Die Aufnahme der Nukleinsäure enthaltenden Mikropartikel in die Zellen kann durch PCR bestimmt werden oder durch Nachweisen der Nukleinsäureexpression. Beispielsweise könnte man die Transkription der Nukleinsäure mit einem Northern-Blot, Reverser-Transcriptase-PCR oder RNA-Mapping messen. Proteinexpression kann mit einem geeigneten, auf Antikörpern basierenden Assay oder mit einem auf das durch die Nukleinsäure kodierte Polypeptid zugeschnittenen funktionellen Assay gemessen werden. Beispielsweise können Zellen, die eine Luciferase kodierende Nukleinsäure exprimieren, wie folgt untersucht werden: Nach der Lyse in einem geeigneten Puffer (z. B. Kulturreagenz zur Zelllyse von Promega Corp, Madison WI), wird das Lysat zu einem Luciferin enthaltenden Substrat (Promega Corp) zugegeben und die erzeugte Lichtmenge in einem Luminometer oder Scintillationszähler gemessen. Die erzeugte Lichtmenge ist direkt proportional zu der Expression des Luciferasegens.

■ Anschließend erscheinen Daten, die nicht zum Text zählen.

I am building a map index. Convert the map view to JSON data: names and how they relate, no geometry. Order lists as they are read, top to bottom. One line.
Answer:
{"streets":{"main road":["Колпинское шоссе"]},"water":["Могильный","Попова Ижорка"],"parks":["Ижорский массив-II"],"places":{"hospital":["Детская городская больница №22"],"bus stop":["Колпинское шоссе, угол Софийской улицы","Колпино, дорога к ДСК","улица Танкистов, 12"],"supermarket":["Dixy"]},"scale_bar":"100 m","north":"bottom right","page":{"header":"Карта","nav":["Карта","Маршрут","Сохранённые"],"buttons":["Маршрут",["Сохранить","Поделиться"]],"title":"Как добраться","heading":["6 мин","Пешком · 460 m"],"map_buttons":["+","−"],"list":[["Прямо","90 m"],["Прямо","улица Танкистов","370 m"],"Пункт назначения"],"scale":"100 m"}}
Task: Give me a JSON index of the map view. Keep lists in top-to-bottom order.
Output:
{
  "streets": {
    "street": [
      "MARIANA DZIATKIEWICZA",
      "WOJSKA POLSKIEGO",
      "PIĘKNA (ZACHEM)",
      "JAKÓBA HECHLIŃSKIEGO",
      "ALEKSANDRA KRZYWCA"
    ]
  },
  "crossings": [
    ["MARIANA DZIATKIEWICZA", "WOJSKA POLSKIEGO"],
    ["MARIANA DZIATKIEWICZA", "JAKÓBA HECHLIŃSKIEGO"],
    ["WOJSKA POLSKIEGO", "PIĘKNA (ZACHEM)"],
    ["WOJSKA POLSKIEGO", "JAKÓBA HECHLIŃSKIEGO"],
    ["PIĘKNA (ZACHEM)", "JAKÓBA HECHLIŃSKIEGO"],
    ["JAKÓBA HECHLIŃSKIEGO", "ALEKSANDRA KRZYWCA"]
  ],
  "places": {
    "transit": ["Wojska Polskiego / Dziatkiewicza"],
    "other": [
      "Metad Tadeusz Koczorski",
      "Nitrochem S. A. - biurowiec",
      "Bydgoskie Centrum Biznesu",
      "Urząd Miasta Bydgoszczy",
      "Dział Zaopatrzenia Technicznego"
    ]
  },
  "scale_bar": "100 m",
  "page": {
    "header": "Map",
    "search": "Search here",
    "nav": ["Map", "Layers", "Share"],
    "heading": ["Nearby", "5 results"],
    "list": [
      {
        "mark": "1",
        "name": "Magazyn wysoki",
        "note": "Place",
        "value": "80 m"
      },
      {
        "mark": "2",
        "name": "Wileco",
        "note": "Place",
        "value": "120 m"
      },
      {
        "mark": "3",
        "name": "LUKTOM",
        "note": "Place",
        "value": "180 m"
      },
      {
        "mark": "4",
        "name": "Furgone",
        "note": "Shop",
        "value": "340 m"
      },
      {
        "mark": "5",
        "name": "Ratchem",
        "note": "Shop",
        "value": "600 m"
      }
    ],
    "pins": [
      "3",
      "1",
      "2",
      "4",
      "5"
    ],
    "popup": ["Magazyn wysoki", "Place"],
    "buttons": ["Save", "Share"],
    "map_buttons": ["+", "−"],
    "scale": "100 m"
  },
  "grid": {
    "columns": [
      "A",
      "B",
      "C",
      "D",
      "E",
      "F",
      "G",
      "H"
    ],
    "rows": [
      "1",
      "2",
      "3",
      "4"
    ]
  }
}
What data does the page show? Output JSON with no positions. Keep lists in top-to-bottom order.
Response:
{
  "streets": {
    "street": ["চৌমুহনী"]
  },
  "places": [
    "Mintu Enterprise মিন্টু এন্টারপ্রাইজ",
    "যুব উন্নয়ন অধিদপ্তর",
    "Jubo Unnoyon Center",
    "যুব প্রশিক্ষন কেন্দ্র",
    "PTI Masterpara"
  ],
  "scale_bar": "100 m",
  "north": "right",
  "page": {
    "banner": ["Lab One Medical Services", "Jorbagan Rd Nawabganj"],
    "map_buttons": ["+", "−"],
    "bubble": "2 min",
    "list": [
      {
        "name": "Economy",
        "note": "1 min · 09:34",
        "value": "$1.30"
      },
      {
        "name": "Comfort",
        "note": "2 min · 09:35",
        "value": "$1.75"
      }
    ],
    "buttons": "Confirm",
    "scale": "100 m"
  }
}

Wenn die Nukleinsäure ein Peptid kodiert, das bekannterweise mit einem MHC-Molekül der Klasse I oder Klasse II interagiert, kann ein für den MHC-Molekül/Peptid-Komplex spezifischer Antikörper verwendet werden, um den Komplex auf der Zelloberfläche der Zelle unter Verwendung eines Fluoreszenz-aktivierten Zellsortierers (fluorescence activated cell sorter/FACS) zu bestimmen. Solche Antikörper können mit Standardverfahren hergestellt werden (Murphy et al. Nature, Vol. 338, 1989, S. 765–767). Nach der Inkubation mit den Mikropartikeln, die eine das Peptid kodierende Nukleinsäure enthalten, werden die Zellen für 10–120 Minuten mit den spezifischen Antikörper in Gewebekulturmedium inkubiert. Überschüssiger Antikörper wird durch Waschen der Zellen in dem Medium entfernt. Ein fluores zenzmarkierter sekundärer Antikörper, welcher den ersten Antikörper bindet, wird mit den Zellen inkubiert. Diese sekundären Antikörper sind oft kommerziell erhältlich oder können unter Verwendung bekannter Verfahren hergestellt werden. Überschüssiger sekundärer Antikörper muss vor der FACS-Analyse weggewaschen werden.
Man kann auch einen Assay durchführen durch Betrachten der T- oder B-Effektorzellen. Beispielsweise kann die T-Zellproliferation, zytotoxische Aktivität, Apoptose oder Cytokin-Sekretion gemessen werden.
Alternativ kann man direkt die intrazelluläre Verabreichung der Partikel durch den Gebrauch fluoreszenzmarkierter Nukleinsäuren demonstrieren und die Zellen mittel FACS analysieren. Die Internalisation der fluoreszenzmarkierten Nukleinsäure bewirkt ein Fluoreszieren der Zelle über dem Hintergrundsniveau. FACS ist besonders nützlich für eine Optimierung der Bedingungen der Verabreichung der Nukleinsäuren in vitro oder in vivo, weil sie schnell und quantitativ ist. Nach einer solchen Optimierung wird der Gebrauch des Fluoreszenzmarkers unterbrochen.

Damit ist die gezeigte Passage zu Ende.